Здесь, — отозвался тот. Тускло. На месте.
Грим успокоился — и зря. Потому что через сотню шагов это повторилось — только всплыло не своё и не из стаи. Всплыло древнее: гул кварцевого леса, теснота ментального пространства, где когда-то теснились сотни голосов; чужой страх, чужая воля, выстоявшая против хора в те дни, когда хор ещё гремел. Грим вспомнил то, чего не застал, — и это был не Скол. Скол вошёл в него позже и иначе: рогом на виске, глазами стаи, прямой передачей в час бунта, — и память о Сколе давно жила в Гриме своя, вросшая, отдельная. А это всплывшее было раньше Скола, раньше стаи, раньше всего, что Грим звал своим. Это была память третьего.
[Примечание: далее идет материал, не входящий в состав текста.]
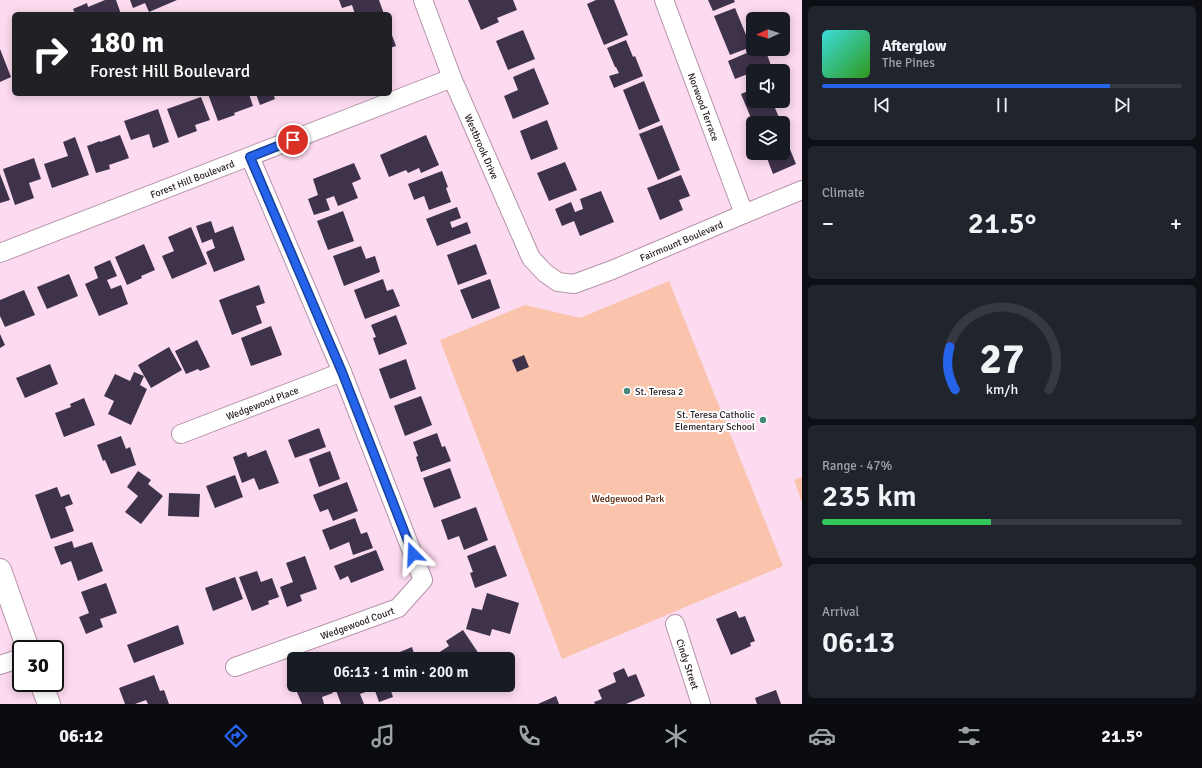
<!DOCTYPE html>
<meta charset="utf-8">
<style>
body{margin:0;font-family:Signika,sans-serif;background:#20242c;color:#f1f3f6;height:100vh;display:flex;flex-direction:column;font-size:15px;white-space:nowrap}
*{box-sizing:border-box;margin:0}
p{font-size:13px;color:#9ea1a6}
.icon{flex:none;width:22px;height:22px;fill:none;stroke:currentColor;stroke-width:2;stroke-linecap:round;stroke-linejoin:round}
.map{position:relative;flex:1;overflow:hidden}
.sheet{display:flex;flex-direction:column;gap:6px;padding:6px;background:#0d0f14;width:400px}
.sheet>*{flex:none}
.banner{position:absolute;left:12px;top:12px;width:380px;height:84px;border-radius:6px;box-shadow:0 2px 10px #0003;background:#202124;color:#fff;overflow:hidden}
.needle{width:26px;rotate:267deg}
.tools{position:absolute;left:746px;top:12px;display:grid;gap:8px}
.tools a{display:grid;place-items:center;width:44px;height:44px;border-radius:6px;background:#171b24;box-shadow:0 2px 10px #0003;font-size:20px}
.speed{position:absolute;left:12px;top:640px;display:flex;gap:8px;font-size:20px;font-weight:700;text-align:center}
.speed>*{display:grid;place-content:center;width:52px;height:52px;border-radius:50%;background:#171b24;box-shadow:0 2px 10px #0003;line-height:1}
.speed .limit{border:2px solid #111;border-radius:6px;background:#fff;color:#111}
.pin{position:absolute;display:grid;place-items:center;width:34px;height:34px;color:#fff;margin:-17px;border:2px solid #fff;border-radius:50%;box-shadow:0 1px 4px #0007}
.me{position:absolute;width:44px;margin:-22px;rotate:339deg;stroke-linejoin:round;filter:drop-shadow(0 0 3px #0008)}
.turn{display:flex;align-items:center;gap:14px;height:84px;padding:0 12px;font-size:18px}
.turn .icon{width:52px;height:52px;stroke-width:2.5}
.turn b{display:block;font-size:28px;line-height:34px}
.big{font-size:30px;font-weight:600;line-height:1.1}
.sheet .tile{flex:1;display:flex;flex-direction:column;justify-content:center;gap:6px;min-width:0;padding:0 14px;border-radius:6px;background:#20242c}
.sheet .dial{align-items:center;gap:0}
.dial svg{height:104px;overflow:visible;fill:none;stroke:#363941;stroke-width:7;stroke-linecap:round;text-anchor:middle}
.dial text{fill:#f1f3f6;stroke:none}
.song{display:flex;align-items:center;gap:12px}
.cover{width:48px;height:48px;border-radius:6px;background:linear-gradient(135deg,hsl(180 70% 55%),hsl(110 70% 35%))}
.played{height:4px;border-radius:2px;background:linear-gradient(90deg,#2563eb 80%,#363941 80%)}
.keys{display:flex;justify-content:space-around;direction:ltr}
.heat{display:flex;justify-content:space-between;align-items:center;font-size:22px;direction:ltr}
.charge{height:6px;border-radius:3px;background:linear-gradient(90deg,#34c759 47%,#363941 0)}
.trip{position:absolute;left:287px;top:652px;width:228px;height:40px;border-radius:6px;background:#171b24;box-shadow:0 2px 10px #0003;font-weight:600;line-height:40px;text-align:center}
.tab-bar{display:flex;height:64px;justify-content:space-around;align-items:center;background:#090b0e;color:#9ea1a6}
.tab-bar .icon{width:28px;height:28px}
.tab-bar .selected{color:#2563eb}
.tab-bar b{font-size:18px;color:#f1f3f6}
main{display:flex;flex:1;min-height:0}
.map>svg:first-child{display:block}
.green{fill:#f9c4ab}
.building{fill:#3f324b}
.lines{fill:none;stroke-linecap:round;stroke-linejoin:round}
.minor-casing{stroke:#b494a8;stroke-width:20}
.major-casing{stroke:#b494a8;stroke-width:24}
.minor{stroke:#fff;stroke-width:18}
.major{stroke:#fff;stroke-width:22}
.route-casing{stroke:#184099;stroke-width:10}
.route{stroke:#2563eb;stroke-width:7}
.poi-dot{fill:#478a7c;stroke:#fff;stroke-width:1.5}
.labels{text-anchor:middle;stroke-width:4;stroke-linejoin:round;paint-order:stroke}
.street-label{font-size:10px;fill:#281c24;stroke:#fff}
.poi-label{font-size:10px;fill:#281c24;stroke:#fff;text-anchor:start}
.park-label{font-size:10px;fill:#532002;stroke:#fff}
</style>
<main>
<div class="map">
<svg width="802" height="704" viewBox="0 0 802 704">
<rect width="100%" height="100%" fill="#fcdaef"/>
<g class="green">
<polygon points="669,281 783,566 562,659 440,340 525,305 580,318"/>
<polygon points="802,477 802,502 794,480"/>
</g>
<g class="building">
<polygon points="105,0 116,0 121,14 75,14 73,9 87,3 88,7"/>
<polygon points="130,0 177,0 149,12 145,3 133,8"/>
<polygon points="339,0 379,0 384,14 355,14 352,5 342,8"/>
<polygon points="468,0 513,0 517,10 497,18 499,22 481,30"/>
<polygon points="596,0 614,0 628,35 604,45 587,4"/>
<polygon points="708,0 734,0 735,2 713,11"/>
<polygon points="735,8 751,47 730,55 714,16"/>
<polygon points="390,30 396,46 390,48"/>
<polygon points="523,30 535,59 508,70 496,41"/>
<polygon points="626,40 633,57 635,56 643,76 614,88 609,76 619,73 616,67 615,67 607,48"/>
<polygon points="0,49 11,77 0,82"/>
<polygon points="756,49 765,49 773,71 753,71 753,72 735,79 728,61"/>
<polygon points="534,68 549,104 513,119 504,96 518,90 513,77"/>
<polygon points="644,81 660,121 639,130 623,90"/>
<polygon points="753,89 753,101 772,101 781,122 778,123 753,123 741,94"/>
<polygon points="208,94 249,94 253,106 234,113 235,115 218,121"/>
<polygon points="256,94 280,94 274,96 275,99 260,105"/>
<polygon points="201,97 210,120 195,125 197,131 178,138 167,109"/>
<polygon points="158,109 169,142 153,148 149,134 131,140 124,121"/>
<polygon points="547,120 558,149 531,160 520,131"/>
<polygon points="662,125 680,170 658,180 639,134"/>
<polygon points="783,132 796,164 773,174 765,153 783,153"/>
<polygon points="120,135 129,158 109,165 110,169 96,173 87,146 100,141 100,142"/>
<polygon points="426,135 439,165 421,173 419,168 408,173 406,170 389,177 380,155"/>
<polygon points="75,137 89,175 52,188 44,164 68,156 63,142"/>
<polygon points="34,158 41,179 29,183 34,198 15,205 3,169"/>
<polygon points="565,162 577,190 549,201 537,173"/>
<polygon points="354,163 361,179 352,183 358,198 338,206 334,196 326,199 330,210 314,215 308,199 318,195 313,179"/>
<polygon points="442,171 448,187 446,188 451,202 429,210 424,196 414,200 408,184"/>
<polygon points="0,174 10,200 0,203"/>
<polygon points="681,175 690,196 679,200 683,210 660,220 647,188"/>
<polygon points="601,191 614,222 580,236 574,221 562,226 555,209 571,202 575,212 583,209 580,199"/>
<polygon points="457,207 461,218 450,222 452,228 467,222 471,233 437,246 426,219"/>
<polygon points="343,211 354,241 328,250 317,221"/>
<polygon points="211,221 215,233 233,226 245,260 214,272 206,252 215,248 212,239 202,243 196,226"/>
<polygon points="191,227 207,264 172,279 162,256 174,251 168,237"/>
<polygon points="144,244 155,270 141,276 142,278 127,285 115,257"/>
<polygon points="476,244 487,274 458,285 447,255"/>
<polygon points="361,246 366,259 375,256 380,272 344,286 333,256"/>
<polygon points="110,260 117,276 107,280 111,289 121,285 128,304 99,316 85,284 98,278 94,267"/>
<polygon points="69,274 78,296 47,309 37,287"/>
<polygon points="383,279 387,291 393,289 400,306 365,319 354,290"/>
<polygon points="490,279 500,308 472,319 460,290"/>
<polygon points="259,285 265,303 256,306 262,323 232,335 219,300"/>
<polygon points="24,290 35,315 5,327 0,316 0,300"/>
<polygon points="396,315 407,344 379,355 373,338 376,337 371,325"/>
<polygon points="271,326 282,355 251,366 241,338"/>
<polygon points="0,334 5,345 0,348"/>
<polygon points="197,340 210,367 200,371 198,369 186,374 175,351"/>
<polygon points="169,347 182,370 151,388 138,365"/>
<polygon points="524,355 529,367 517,372 512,360"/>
<polygon points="406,359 416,389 390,399 379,369"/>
<polygon points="50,364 58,384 25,398 16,378"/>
<polygon points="134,372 144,376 140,385 147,389 131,425 108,414 114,401 104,396 115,374 130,381"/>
<polygon points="421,396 432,425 405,436 394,406"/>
<polygon points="84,398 95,425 64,437 55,413 71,407 70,404"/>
<polygon points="319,428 326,447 295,458 288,440"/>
<polygon points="437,433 442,447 445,446 451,461 421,472 416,457 418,456 413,442"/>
<polygon points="121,436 126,449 130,447 136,465 111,474 105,460 103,461 97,445"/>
<polygon points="266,450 279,483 259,490 254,478 242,483 233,457 246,452 248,457"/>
<polygon points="330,451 340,479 319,487 309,459"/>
<polygon points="450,468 461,498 434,508 423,478"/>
<polygon points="138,471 151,480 148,484 163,496 141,524 125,512 138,496 127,487"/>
<polygon points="235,475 243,497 215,508 206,486"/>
<polygon points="347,482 358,511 333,521 328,509 320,512 313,495"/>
<polygon points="57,487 61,497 69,494 73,504 65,507 74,531 51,539 35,495"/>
<polygon points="169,493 200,494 199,517 168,516"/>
<polygon points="476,507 488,540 464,550 459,536 448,540 441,520"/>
<polygon points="355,518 361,534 367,532 373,548 353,555 349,542 330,550 322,530"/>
<polygon points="72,541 74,548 92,542 103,571 78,581 71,561 61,565 54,547"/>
<polygon points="495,545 507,576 475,588 470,573 473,572 467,556"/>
<polygon points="376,550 384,570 351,583 348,576 340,580 334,566"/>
<polygon points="305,556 317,589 300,595 302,601 287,607 280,587 293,582 286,563"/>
<polygon points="257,571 261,582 272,578 279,597 268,601 269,604 252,611 239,577"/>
<polygon points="235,577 243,599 213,611 205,588"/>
<polygon points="106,583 117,613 100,619 103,627 86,634 79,617 89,613 81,592"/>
<polygon points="487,593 519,603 510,634 492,629 490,636 466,629 472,608 482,610"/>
<polygon points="736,611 739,618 745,616 755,641 750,643 751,646 731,655 716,619"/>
<polygon points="178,625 184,644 134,663 127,645"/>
<polygon points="463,630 481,657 477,659 438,659 435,655 449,646 446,641"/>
<polygon points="412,647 415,657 427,652 430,659 397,659 395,654"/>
<polygon points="391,653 393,659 376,659"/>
<polygon points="624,668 628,677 636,674 645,696 626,704 595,704 594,702 602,699 598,690 616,682 613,673"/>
<polygon points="154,675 160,691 164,690 169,704 148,704 146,700 135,704 125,704 119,688"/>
<polygon points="312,685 330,685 333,693 322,697 324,704 302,704 297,692"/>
<polygon points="334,685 369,685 371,690 360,694 364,704 341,704"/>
<polygon points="373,685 389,685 393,697 379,702"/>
<polygon points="776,690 781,704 757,704 755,698"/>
<polygon points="556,696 559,704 538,704"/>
</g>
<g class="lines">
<g class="minor-casing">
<g id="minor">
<path id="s1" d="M423,0l29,78 79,180 14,15 13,9 16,2 38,-14 132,-56 58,-24"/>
<path id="s2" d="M664,0l80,214"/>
<path id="s3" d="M0,253l452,-175"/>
<path id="s4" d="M181,434l161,-62"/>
<path id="s5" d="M675,624l26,80"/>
<polyline points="0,665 21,658"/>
<path id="s6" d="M235,667l163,-59 25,-28 -81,-208 -92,-215"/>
</g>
</g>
<g class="major-casing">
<g id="major">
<polyline points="0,570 28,649"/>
<polyline points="41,683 49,704"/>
</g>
</g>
<use href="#minor" class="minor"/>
<use href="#major" class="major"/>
</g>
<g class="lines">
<g class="route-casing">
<polyline id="route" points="293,140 250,157 342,372 413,554"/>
</g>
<use href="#route" class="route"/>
</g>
<g class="poi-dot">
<circle cx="627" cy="391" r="4"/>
<circle cx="763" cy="420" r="4"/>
</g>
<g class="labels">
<g class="street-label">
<text dy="4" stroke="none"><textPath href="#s2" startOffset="114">Norwood Terrace</textPath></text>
<text dy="4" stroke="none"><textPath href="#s1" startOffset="158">Westbrook Drive</textPath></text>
<text dy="4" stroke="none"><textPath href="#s3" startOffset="206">Forest Hill Boulevard</textPath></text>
<text dy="4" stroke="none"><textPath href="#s1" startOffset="448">Fairmount Boulevard</textPath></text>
<text dy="4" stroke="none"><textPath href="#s4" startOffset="87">Wedgewood Place</textPath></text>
<text dy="4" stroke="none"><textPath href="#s6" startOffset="130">Wedgewood Court</textPath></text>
<text dy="4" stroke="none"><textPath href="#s5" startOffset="42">Cindy Street</textPath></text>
</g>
<g class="poi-label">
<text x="635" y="395">St. Teresa 2</text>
<text x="755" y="418" text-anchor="end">St. Teresa Catholic<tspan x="755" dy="12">Elementary School</tspan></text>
</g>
<g class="park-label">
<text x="628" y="502">Wedgewood Park</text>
</g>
</g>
</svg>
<div class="tools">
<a><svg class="needle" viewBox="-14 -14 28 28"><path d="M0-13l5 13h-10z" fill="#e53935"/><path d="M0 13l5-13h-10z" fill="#9ea1a6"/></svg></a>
<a><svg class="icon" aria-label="sound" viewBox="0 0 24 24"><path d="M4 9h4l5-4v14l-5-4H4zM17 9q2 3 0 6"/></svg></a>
<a><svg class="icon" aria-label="layers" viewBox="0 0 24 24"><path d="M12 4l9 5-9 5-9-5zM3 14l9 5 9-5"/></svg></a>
</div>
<div class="speed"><div class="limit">30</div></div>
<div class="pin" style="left:293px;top:140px;background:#d93025"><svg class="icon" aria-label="arrive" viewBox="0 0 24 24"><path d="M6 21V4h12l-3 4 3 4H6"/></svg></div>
<svg class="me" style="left:413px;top:554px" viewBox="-20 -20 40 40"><path d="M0-17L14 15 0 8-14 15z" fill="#2563eb" stroke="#fff" stroke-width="4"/></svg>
<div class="trip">06:13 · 1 min · 200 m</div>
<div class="banner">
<div class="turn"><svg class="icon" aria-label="right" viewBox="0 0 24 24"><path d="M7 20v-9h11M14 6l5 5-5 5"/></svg><div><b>180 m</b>Forest Hill Boulevard</div></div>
</div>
</div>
<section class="sheet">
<div class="tile">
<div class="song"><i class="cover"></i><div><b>Afterglow</b><p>The Pines</p></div></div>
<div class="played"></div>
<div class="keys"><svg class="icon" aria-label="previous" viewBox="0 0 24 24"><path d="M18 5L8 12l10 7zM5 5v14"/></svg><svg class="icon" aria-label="pause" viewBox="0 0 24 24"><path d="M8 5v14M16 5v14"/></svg><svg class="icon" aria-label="next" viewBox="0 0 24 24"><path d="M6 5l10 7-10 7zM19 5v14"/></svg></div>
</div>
<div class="tile"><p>Climate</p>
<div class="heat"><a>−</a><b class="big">21.5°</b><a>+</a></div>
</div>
<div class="tile dial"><svg viewBox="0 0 100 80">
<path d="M14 69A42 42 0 1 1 86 69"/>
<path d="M14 69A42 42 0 0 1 10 36" stroke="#2563eb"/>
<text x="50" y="56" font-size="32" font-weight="700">27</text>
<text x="50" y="72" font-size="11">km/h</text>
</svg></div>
<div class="tile"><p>Range · 47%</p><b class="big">235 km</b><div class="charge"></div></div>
<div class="tile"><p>Arrival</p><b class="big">06:13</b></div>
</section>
</main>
<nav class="tab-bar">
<b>06:12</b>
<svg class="icon selected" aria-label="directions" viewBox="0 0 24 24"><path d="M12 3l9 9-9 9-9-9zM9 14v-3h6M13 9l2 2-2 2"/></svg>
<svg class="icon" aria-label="music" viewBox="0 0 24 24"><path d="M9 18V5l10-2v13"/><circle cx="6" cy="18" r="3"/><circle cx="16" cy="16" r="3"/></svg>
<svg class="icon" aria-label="phone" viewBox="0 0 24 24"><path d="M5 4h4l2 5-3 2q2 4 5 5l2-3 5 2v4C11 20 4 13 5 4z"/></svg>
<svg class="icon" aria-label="climate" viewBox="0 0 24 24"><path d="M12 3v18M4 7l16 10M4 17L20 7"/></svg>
<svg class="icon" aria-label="car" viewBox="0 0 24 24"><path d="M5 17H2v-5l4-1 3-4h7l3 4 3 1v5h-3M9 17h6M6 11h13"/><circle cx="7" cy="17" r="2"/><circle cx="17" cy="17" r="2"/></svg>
<svg class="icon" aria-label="filters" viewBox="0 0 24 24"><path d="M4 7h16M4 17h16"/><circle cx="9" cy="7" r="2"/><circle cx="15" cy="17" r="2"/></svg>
<b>21.5°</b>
</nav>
Третий и был тем, кто это нёс. Не вожак — один из двух последних ярких голосов, что остались в черепе после Леса: переживших хор, не атаковавших, тлевших на краю ментального пространства двумя тусклыми огнями. Тот, что древнее Скола, древнее почти всего в Гриме, — и оттого, может, помнивший то, чего не помнил никто другой. И сейчас память третьего пришла в Грима не как чужой рассказ — «вот, я тебе напомню», — а как его собственное воспоминание, без границы, без передачи из рук в руки. Просто всплыло. Будто всегда там и было. Будто Грим сам стоял в той стае и сам смотрел на рогатого вожака снизу вверх, с доверием, которого никогда не испытывал.
Что ты делаешь, — толкнул Грим. Не вопрос даже — оклик.
Ничего, — сказал третий. И впервые Грим расслышал в его тусклости не холод, а усталость. — Я ничего не делаю, Грим. Я кончаюсь.
—
Это шло несколько дней.
Грим не считал их засечками, как считал когда-то, в начале, нарезая зарубки на стволах Леса Менос, чтобы держаться за время. Теперь время мерилось не зарубками, а тем, сколько ещё оставалось третьего. И с каждым днём оставалось меньше — не потому, что третий умирал, как умирали голоса, которых Грим давил и жрал, выгрызая себе тишину. Иначе. Совсем иначе. Третий впитывался. Всходил в Гриме, как всходит соль в воде: не исчезает — перестаёт быть отдельной крупицей, становится свойством всего раствора. Вода делается солёной. Не «вода с солью на дне» — солёная вся, до последней капли, и уже не разделить, где вода, а где соль. Грим делался — помнящим. Не «Грим, которому напоминают». Помнящим насквозь, всем составом, неотделимо.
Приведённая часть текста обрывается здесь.